Welcome to Scraper Toolkit’s documentation!

A toolkit to assist in the page-fetching, HTML-parsing, and data-exporting of a web scraping project.

ScraperProject

class scraper_toolkit.ScraperProject.ScraperProject(domain: str)[source]

Handle the page fetching, HTML parsing, and exporting of a web scraping project.

Parameters:domain – Prefix to be added to scraped URLs missing the domain.
add_selector(selector: Union[str, Selector], attribute: str = None, name: str = None, post_processing: Callable = None)[source]

Add the given selector to loaded CSS selectors.

Parameters:
  • selector – CSS selector as a string or a Selector type object.
  • attribute – HTML attribute of the element to store
  • name – Optional name for the parsed attribute, useful for creating the header row when exporting as a CSV file.
  • post_processing – Optional function called on the parsed attribute before it is stored. Useful for cleaning up and splitting data.
add_selectors(selectors: List[Selector])[source]

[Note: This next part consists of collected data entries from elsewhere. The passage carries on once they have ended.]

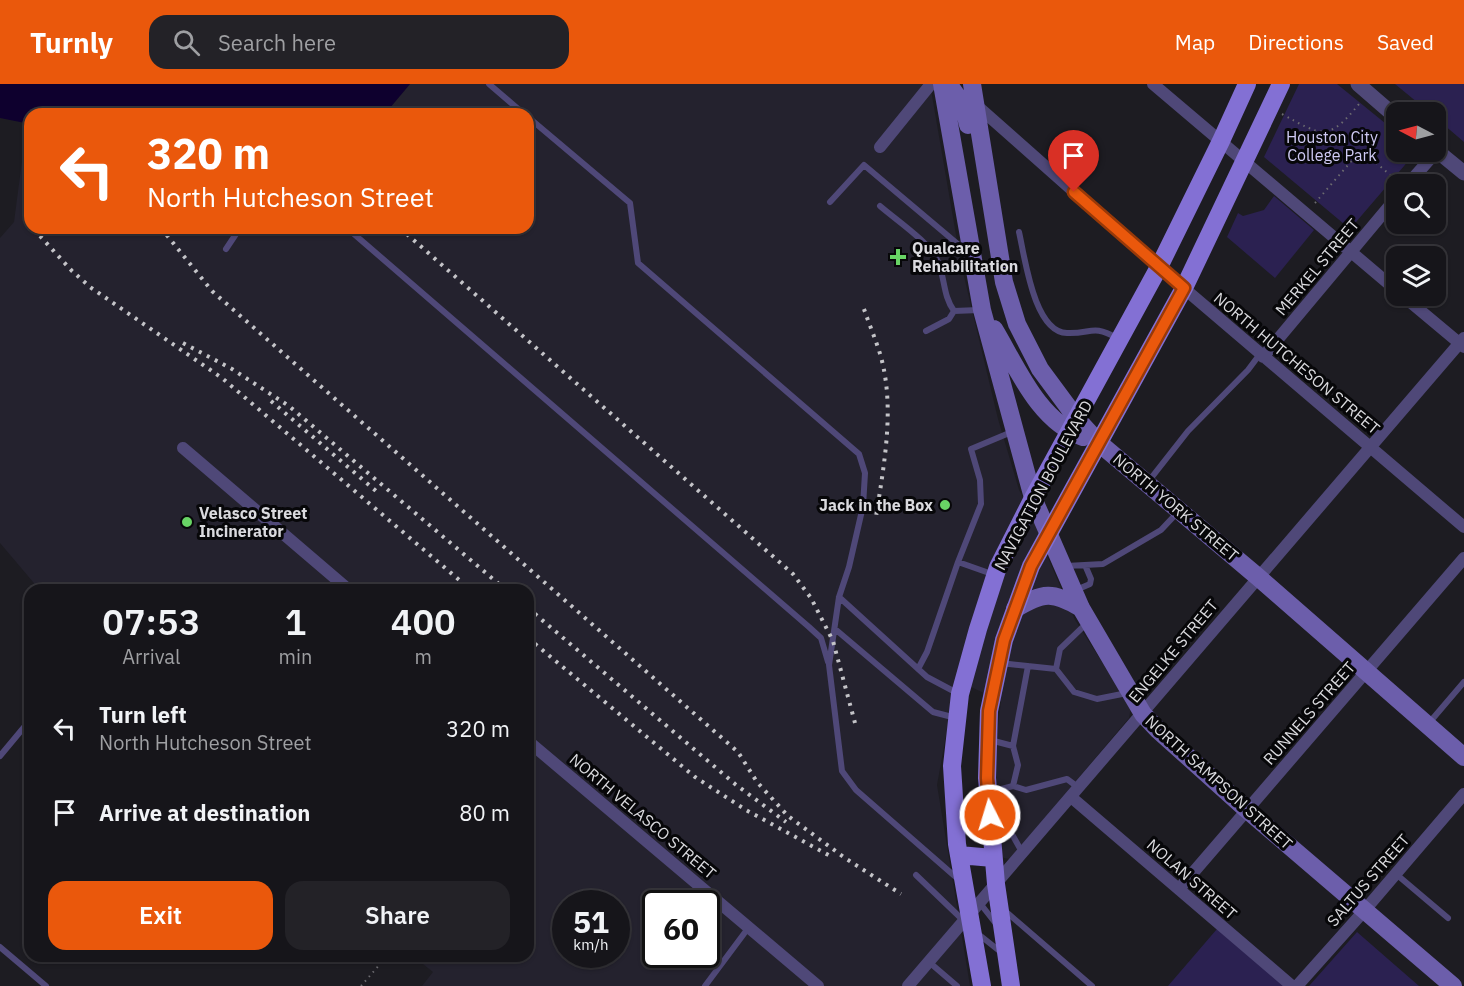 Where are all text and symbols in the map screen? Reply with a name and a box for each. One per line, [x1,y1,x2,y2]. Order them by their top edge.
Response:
search box [149,15,569,69]
text: Turnly [30,24,113,61]
icon: search [170,26,203,59]
text: Search here [218,28,336,57]
text: Map [1175,28,1215,56]
text: Directions [1248,28,1344,56]
text: Saved [1377,28,1434,56]
north arrow [1386,102,1446,162]
map controls [1386,102,1446,306]
text: 320 m [147,126,270,181]
park label: Houston City College Park [1286,127,1378,165]
pin [1048,130,1099,192]
icon: left [48,132,126,210]
icon: arrive [1057,139,1090,172]
button: search [1386,174,1446,234]
text: North Hutcheson Street [147,179,434,214]
street label: MERKEL STREET [1271,215,1363,319]
place label: Qualcare Rehabilitation [912,238,1018,276]
button: layers [1386,246,1446,306]
marker: Qualcare Rehabilitation [889,248,907,266]
street label: NORTH HUTCHESON STREET [1210,288,1384,438]
street label: NAVIGATION BOULEVARD [990,397,1096,573]
street label: NORTH YORK STREET [1109,449,1243,565]
place label: Jack in the Box [819,495,933,515]
marker: Jack in the Box [938,498,952,512]
place label: Velasco Street Incinerator [199,503,307,541]
marker: Velasco Street Incinerator [180,515,194,529]
street label: ENGELKE STREET [1124,595,1222,707]
text: 07:53 [102,598,200,645]
text: 1 [285,598,306,645]
text: 400 [391,598,456,645]
text: Arrival [122,643,180,670]
text: min [279,643,312,670]
text: m [414,643,432,670]
street label: RUNNELS STREET [1259,657,1359,769]
text: Turn left [99,700,187,729]
street label: NORTH SAMPSON STREET [1141,711,1297,853]
icon: left [48,712,81,745]
text: 320 m [446,714,510,743]
text: North Hutcheson Street [99,729,312,756]
street label: NORTH VELASCO STREET [566,749,720,883]
position arrow [958,783,1022,847]
icon: arrive [48,796,81,829]
text: Arrive at destination [99,798,310,827]
text: 80 m [459,798,510,827]
street label: SALTUS STREET [1322,830,1414,930]
street label: NOLAN STREET [1143,835,1241,923]
button: Exit [48,881,273,950]
button: Share [285,881,510,950]
speed limit sign: 60 [642,890,720,968]
text: 51 [573,902,609,941]
text: km/h [573,935,609,954] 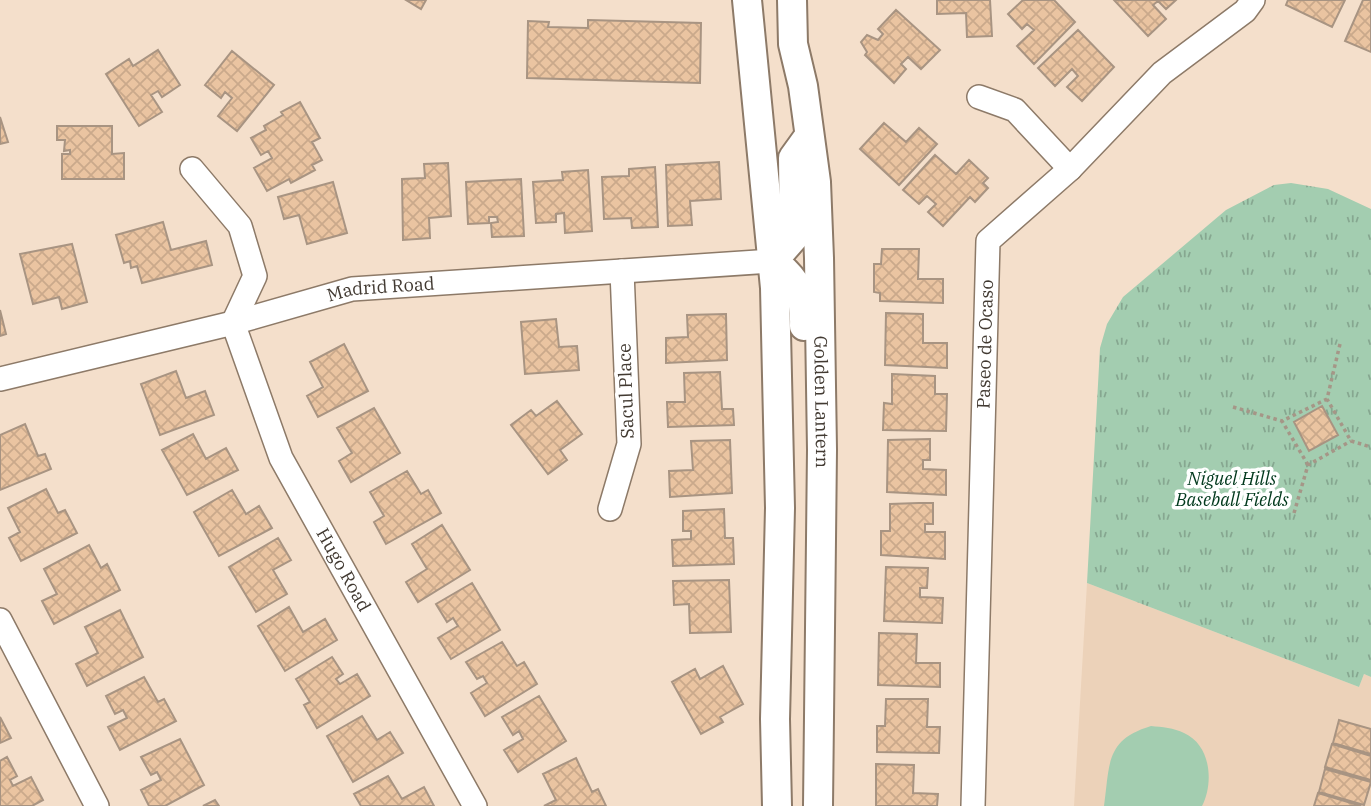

Add multiple CSS selectors to loaded selectors.

Parameters:selectors – List of Selector objects.
export_to_csv(csv_path: pathlib.Path, encoding: str = 'UTF-8', write_header: bool = True)[source]

Export parsed data to a CSV file.

Parameters:
  • csv_path – Path of the location to save the CSV file.
  • encoding – CSV file encoding. Default is UTF-8.
  • write_header – If true, write a header row to the CSV file using the “name” keys in the provided data.
fetch(url: str = None) → str[source]

Fetch HTML from the page at the given URL.

Parameters:url – URL of the target page.
Returns:HTML page as a string.
parse()[source]

Parse HTML for elements using loaded CSS selectors and append matching elements to self.parsed as dictionary objects.

PageFetcher

class scraper_toolkit.components.PageFetcher.PageFetcher(domain: str)[source]

Fetch URLs and return web pages’ HTML as strings.

Parameters:domain – Prefix to be added to scraped URLs missing the domain.
static get_full_url(domain: str, suffix: str) → str[source]

Return a complete URL given a domain and suffix, even if the provided suffix is the complete URL.

Parameters:
  • domain – The domain of the target page URL.
  • suffix – The URL of the target page, with or without the domain prefix.
Returns:

The complete URL.

get_html(url: str = None) → str[source]

Fetch the page HTML from the given URL.

Parameters:url – URL of target page.
Returns:HTML as a string.

Return a list of every href URL found from target_url.

Parameters:target_url – URL of page to search for href links.
Returns:List of every discovered href link on the page.
static select_elements_from_html(html: str, selector: str)[source]

Return a list of HTML elements from the given html that match the provided CSS selector.

Parameters:
  • html – HTML of the page to parse.
  • selector – CSS selector for target elements.
Returns:

List of HTML elements matching the CSS selector.

Yield the HTML of all pages linked on the target_url located by the given CSS selector.

Parameters:
  • selector – CSS selector for elements containing href attribute
  • target_url – URL to search for links. If none is provided, the domain URL will be used.
Returns:

Generator for HTML as strings, fetched from the selected links.

Parser

class scraper_toolkit.components.Parser.Parser(html: str)[source]

Parse HTML for specific elements or attributes

Parameters:html – HTML to parse, as a string.
add_selector(selector: Union[str, scraper_toolkit.components.Selector.Selector] = None, attribute: str = None, name: str = None, post_processing: Callable = None)[source]

Add the given selector to loaded CSS selectors.

Parameters:
  • selector – CSS selector as a string or a Selector type object.
  • attribute – HTML attribute of the element to store
  • name – Optional name for the parsed attribute, useful for creating the header row when exporting as a CSV file.
  • post_processing – Optional function called on the parsed attribute before it is stored. Useful for cleaning up and splitting data.
parse()[source]

Parse HTML for elements using loaded CSS selectors and append matching elements to self.parsed as dictionary objects.

Exporter

class scraper_toolkit.components.Exporter.Exporter(data: Union[Parser, dict, List[dict]])[source]

Export data from parsers.

Param:data: The data to export as a Parser object, a dictionary, or a list of dictionaries.
export_to_csv(csv_path: Union[pathlib.Path, pathlib.PurePath, str], encoding: str = 'UTF-8', write_header: bool = True)[source]

Export parsed data to a CSV file.

Parameters:
  • csv_path – Path of the location to save the CSV file.
  • encoding – CSV file encoding. Default is UTF-8.
  • write_header – If true, write a header row to the CSV file using the “name” keys in the provided data.

Selector

class scraper_toolkit.components.Selector.Selector(selector_str: str, name: str = None, attribute: str = None, post_processing: Callable = None)[source]

Represent a CSS selector with an optional name and target attribute, with an optional post-processing function.

Parameters:
  • selector_str – CSS selector as a string.
  • name – Optional name for the parsed attribute, useful for creating the header row when exporting as a CSV file.
  • attribute – HTML attribute of the element to store
  • post_processing – Optional function called on the parsed attribute before it is stored. Useful for cleaning up and splitting data.